Kafka As A Database? Yes Or No

I recently read through a Hacker News thread discussing the article “Kafka Is Not A Database”, by Arjun Narayan and George Fraser. The opinions behind this topic are fascinating and I enjoyed sifting through comments from both sides of the table. For the purposes of this post, I’ve labeled these two broad groups of thoughts as Team Blue and Team Red.

Team Blue believes that Kafka, a popular streaming platform, has the potential to be the source-of-truth for your data—replacing one of the key responsibilities of conventional databases.

Team Red strongly disagrees.

The following is high-level summary of these opinions.

Kafka As A Database

TL;DR Streams,Events,Kafka

First, a conceptual model of streams:

In computer science, a stream is a sequence of data elements made available over time. A stream can be thought of as items on a conveyor belt being processed one at a time rather than in large batches.
Wikipedia.org

Imagine that you’ve hired an invisible assistant.
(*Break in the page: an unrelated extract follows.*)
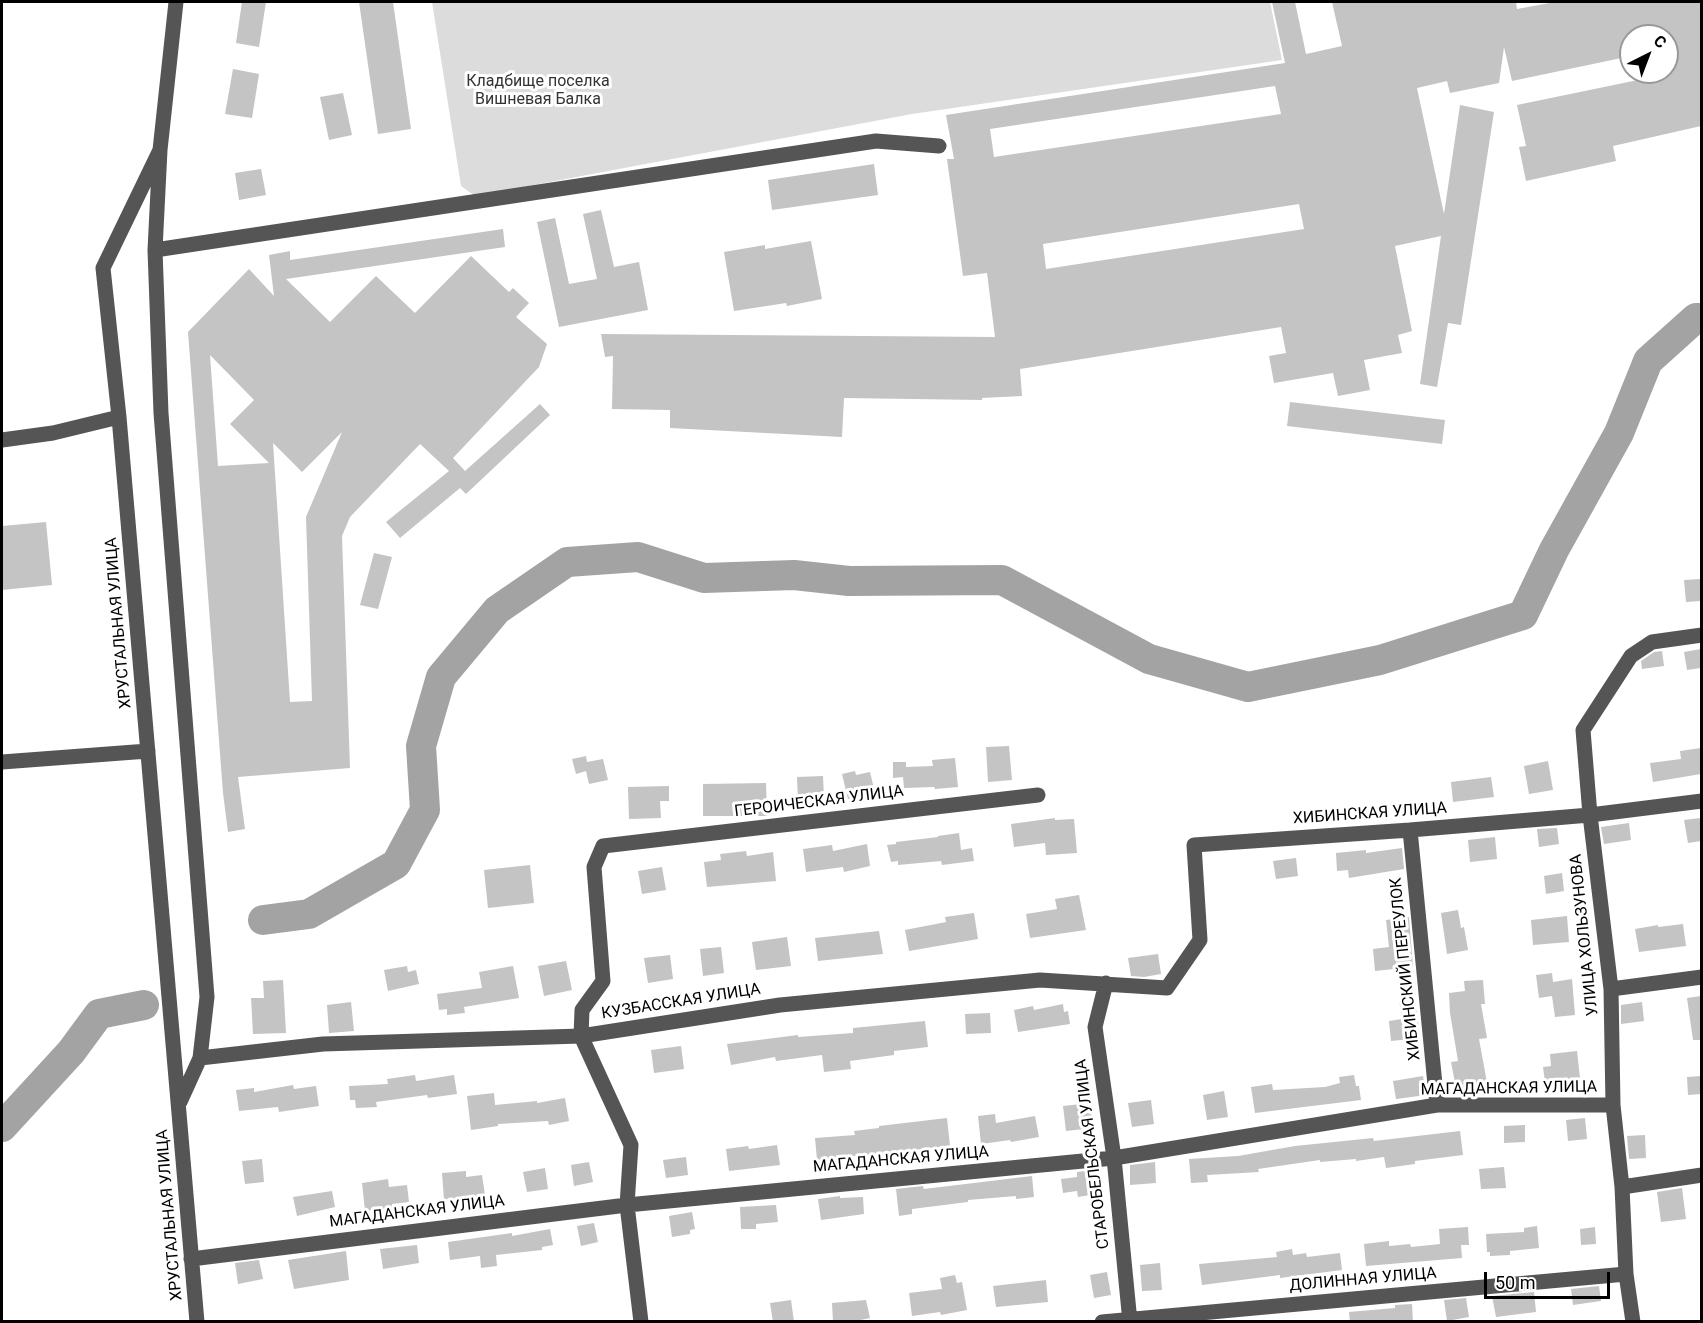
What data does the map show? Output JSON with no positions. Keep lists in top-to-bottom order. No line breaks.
{"streets":{"street":["ХРУСТАЛЬНАЯ УЛИЦА","ГЕРОИЧЕСКАЯ УЛИЦА","ХИБИНСКАЯ УЛИЦА","УЛИЦА ХОЛЬЗУНОВА","ХИБИНСКИЙ ПЕРЕУЛОК","КУЗБАССКАЯ УЛИЦА","МАГАДАНСКАЯ УЛИЦА","СТАРОБЕЛЬСКАЯ УЛИЦА","ДОЛИННАЯ УЛИЦА"]},"crossings":[["ХРУСТАЛЬНАЯ УЛИЦА","КУЗБАССКАЯ УЛИЦА"],["ХРУСТАЛЬНАЯ УЛИЦА","МАГАДАНСКАЯ УЛИЦА"],["ГЕРОИЧЕСКАЯ УЛИЦА","КУЗБАССКАЯ УЛИЦА"],["ХИБИНСКАЯ УЛИЦА","УЛИЦА ХОЛЬЗУНОВА"],["ХИБИНСКАЯ УЛИЦА","ХИБИНСКИЙ ПЕРЕУЛОК"],["ХИБИНСКАЯ УЛИЦА","КУЗБАССКАЯ УЛИЦА"],["УЛИЦА ХОЛЬЗУНОВА","МАГАДАНСКАЯ УЛИЦА"],["УЛИЦА ХОЛЬЗУНОВА","ДОЛИННАЯ УЛИЦА"],["ХИБИНСКИЙ ПЕРЕУЛОК","МАГАДАНСКАЯ УЛИЦА"],["КУЗБАССКАЯ УЛИЦА","СТАРОБЕЛЬСКАЯ УЛИЦА"],["МАГАДАНСКАЯ УЛИЦА","СТАРОБЕЛЬСКАЯ УЛИЦА"],["СТАРОБЕЛЬСКАЯ УЛИЦА","ДОЛИННАЯ УЛИЦА"]],"parks":["Кладбище поселка Вишневая Балка"],"scale_bar":"50 m","north":"top right"}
This assistant’s only responsibility is to record everything you do:

Wakes up @ 8 am
Brushes teeth @ 8:35 am
Begins showering @ 8:40 am
…

As you go about your day, your assistant meticulously captures your activity and adds new entries into your daily log. This growing log represents a stream of your day-to-day activity. The data elements that comprise the stream are known as events. Once an event is recorded, it is immutable; the fact that you brushed your teeth at 8:35 am yesterday will never change.

While your invisible assistant is following you around and producing new events to your stream, who is consuming them? Anyone who cares! I’m sure your mom would be thrilled to process through your activities and call you if there are any anomalies.

What about Kafka?

Apache Kafka is an open-source stream-processing software platform developed by the Apache Software Foundation, written in Scala and Java.
Wikipedia.org

Kafka is a platform (large set of software tools) that helps programmers work with streams.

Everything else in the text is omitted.